Mrs Wilson promit en partant de revenir aussitôt que le général serait arrivé. Elle serait plus à même, dit-elle à son amie, de lui donner des conseils lorsqu’elle connaîtrait le caractère de ses parents.

Un jour se passa, et le lendemain Mrs Fitzgerald lui annonça l’arrivée du général Maccarthy. Aussitôt Mrs Wilson retourna la voir avec sa nièce, espérant que la scène dont elles allaient être témoins empêcherait Émilie de s’abandonner à des réflexions aussi dangereuses pour son repos que contraires à son devoir.

Nos lecteurs ont sans doute déjà deviné que le compagnon de voyage de John Moseley dans la diligence n’était autre que le général espagnol, qui avait pris sur la conduite de sa nièce des renseignements dont le résultat avait été de la justifier complètement à ses yeux. Il paraît qu’il ignorait encore l’attentat dont elle avait failli être la victime, avant d’arriver à Lisbonne ; autrement son entrevue avec Denbigh aurait eu sans doute une issue toute différente de celle que nous avons rapportée.

Lorsque Mrs Fitzgerald présenta son oncle à ses deux amies, Mrs Wilson crut apercevoir, à travers l’air rigide et inflexible du général, une certaine expression de bonté dont peut-être il serait possible de tirer parti en faveur de Julia. On voyait qu’il cherchait à maîtriser ses sentiments jusqu’à ce que la décision de sa nièce pût lui permettre de s’abandonner à sa tendresse pour elle, tendresse qui se manifestait dans ses yeux, malgré la froideur apparente qu’elle affectait.

Il fallut un grand effort de courage de la part de Julia pour qu’elle se décidât à instruire son oncle de sa détermination ; mais le moment était venu d’accomplir son pénible sacrifice.
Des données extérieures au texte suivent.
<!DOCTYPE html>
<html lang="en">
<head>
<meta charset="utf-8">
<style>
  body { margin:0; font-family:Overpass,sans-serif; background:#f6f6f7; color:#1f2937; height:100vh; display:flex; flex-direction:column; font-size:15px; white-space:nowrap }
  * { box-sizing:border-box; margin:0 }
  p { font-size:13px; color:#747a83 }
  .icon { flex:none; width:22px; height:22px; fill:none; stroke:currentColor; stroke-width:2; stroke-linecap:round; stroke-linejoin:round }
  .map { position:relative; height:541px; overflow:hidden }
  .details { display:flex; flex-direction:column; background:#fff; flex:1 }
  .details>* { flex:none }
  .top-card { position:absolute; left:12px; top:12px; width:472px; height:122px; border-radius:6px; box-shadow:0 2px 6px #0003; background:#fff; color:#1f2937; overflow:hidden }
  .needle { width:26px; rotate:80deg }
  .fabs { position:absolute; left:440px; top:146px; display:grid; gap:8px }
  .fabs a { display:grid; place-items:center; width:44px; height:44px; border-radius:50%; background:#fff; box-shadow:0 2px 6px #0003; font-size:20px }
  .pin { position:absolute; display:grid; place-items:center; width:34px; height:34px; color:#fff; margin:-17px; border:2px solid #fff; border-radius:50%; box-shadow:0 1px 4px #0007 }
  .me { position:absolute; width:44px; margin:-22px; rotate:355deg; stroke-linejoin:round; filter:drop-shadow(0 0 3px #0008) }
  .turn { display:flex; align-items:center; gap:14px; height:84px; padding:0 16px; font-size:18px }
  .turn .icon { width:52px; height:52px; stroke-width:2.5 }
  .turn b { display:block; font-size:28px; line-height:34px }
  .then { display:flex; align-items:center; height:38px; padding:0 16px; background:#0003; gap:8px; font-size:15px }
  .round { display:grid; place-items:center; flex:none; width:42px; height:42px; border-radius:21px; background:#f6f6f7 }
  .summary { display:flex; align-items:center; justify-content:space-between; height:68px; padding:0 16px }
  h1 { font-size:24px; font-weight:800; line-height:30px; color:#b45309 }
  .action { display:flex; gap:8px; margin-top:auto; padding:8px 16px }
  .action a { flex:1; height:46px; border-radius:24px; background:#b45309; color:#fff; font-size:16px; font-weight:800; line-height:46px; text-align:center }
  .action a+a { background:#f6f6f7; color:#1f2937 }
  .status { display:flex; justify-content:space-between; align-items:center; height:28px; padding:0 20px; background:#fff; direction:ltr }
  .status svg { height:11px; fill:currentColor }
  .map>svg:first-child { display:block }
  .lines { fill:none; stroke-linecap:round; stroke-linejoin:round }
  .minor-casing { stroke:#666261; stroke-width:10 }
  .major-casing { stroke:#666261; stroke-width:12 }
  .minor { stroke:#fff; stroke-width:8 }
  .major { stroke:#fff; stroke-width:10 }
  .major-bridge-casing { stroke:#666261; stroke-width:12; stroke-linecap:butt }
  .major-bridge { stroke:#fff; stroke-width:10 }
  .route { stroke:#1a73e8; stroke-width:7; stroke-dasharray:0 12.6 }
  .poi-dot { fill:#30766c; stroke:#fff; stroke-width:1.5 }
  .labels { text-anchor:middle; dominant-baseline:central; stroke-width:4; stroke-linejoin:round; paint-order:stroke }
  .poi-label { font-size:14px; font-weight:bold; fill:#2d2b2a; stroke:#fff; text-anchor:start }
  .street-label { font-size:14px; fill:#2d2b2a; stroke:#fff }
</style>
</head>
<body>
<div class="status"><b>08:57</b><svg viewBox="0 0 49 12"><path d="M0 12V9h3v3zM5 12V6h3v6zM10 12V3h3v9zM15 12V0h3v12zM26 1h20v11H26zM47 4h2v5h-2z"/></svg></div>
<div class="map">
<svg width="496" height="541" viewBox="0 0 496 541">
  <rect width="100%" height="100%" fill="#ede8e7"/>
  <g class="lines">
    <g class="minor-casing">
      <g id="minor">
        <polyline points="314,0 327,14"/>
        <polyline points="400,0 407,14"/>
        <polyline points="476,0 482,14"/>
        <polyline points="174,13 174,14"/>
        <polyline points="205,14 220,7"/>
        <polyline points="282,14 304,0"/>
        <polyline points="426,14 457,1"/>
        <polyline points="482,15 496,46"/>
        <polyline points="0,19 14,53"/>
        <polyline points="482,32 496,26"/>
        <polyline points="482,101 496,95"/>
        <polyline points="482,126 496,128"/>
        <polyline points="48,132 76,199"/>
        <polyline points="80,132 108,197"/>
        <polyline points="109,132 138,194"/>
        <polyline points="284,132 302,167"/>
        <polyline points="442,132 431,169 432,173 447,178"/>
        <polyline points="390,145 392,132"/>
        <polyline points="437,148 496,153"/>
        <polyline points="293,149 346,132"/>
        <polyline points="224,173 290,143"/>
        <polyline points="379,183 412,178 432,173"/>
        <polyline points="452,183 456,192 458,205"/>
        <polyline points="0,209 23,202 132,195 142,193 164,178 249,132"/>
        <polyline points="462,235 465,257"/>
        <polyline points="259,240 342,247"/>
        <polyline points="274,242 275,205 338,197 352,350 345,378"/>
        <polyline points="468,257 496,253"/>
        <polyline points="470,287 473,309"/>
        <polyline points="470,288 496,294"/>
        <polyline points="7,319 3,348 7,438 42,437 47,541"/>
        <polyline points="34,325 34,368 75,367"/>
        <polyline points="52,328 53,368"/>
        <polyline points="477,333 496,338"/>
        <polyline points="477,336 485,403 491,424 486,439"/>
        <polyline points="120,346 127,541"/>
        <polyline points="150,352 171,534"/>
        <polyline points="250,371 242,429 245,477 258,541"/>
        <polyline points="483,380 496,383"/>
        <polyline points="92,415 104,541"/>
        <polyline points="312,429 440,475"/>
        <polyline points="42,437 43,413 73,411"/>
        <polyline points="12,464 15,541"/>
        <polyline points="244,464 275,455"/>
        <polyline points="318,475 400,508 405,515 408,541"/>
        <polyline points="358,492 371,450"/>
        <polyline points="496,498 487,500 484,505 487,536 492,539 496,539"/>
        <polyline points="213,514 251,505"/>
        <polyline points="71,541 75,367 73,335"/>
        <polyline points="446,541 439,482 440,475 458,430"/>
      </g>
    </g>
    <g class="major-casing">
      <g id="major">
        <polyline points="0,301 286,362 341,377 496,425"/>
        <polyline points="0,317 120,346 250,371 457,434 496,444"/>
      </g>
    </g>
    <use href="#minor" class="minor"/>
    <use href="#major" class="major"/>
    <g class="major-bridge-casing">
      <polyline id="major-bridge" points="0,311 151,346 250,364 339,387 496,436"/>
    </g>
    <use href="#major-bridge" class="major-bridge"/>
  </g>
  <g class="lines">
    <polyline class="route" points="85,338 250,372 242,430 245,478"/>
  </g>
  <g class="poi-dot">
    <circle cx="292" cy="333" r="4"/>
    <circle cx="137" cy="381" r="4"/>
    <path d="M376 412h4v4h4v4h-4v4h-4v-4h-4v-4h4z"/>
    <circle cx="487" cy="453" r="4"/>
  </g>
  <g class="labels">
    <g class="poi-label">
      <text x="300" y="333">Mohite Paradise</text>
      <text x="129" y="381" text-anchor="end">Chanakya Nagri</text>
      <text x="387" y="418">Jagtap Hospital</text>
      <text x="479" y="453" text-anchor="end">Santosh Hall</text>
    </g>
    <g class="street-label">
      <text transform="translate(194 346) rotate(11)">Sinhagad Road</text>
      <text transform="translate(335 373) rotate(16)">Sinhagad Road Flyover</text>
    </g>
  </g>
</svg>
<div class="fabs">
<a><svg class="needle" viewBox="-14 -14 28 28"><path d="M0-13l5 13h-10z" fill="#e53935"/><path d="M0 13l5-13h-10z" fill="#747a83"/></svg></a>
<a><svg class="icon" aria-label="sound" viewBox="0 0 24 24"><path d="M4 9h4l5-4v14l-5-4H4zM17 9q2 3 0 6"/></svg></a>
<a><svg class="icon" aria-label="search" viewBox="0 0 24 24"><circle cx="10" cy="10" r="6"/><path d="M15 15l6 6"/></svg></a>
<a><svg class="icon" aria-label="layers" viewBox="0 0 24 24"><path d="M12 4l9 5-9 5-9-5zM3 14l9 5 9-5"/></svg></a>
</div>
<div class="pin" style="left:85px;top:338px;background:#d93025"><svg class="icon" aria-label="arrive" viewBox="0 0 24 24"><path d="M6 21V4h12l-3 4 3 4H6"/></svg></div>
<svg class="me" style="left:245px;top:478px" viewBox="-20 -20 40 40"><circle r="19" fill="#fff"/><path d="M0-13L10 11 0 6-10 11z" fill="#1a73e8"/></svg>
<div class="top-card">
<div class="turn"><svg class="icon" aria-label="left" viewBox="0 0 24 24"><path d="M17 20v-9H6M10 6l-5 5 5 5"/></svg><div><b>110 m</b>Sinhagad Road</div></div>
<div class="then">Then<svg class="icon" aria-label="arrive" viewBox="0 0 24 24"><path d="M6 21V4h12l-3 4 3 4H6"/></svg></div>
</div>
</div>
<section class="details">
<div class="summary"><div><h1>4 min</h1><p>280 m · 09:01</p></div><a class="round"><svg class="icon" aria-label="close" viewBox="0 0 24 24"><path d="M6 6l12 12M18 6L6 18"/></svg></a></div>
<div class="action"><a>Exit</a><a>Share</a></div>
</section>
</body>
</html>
Et, après que Mrs Wilson eut défendu quelque temps son attachement pour une religion dans laquelle elle avait été élevée, Mrs Fitzgerald déclara qu’il lui était impossible de souscrire à la condition que lui imposait son père, et que sa résolution était inébranlable.

Le général l’écouta patiemment, sans colère, mais avec une surprise évidente ; il avait cru qu’elle n’avait demandé à le voir que pour lui apprendre qu’elle était prête à partir avec lui, et à se soumettre aux volontés du comte. Il ne montra néanmoins aucune émotion. Il lui dit positivement qu’elle n’avait d’autre moyen de revoir son père que de renoncer à son hérésie, et que c’était à cette seule condition qu’il la reconnaîtrait pour sa fille et pour son héritière. Julia exprime les regrets qui déchiraient son cœur ; mais elle n’en persista pas moins dans ce qu’elle avait dit, et ses deux amies se retirèrent pour la laisser jouir en liberté du plaisir de revoir un si proche parent.

Julia, restée seule avec son oncle, s’empressa de lui raconter son histoire, et ce récit dissipa tous les doutes qui auraient pu lui rester encore sur sa conduite. À peine l’eut-il entendue, qu’il témoigna le désir de repartir sur-le-champ pour Londres, dans l’espoir d’y retrouver un certain monsieur qu’il y avait vu, et auquel il n’avait pas rendu la justice qu’il méritait. Quel était ce monsieur ? quels rapports son oncle pouvait-il avoir avec lui ? c’est ce que Julia ne put découvrir, la taciturnité et le mystère formant la base du caractère du général.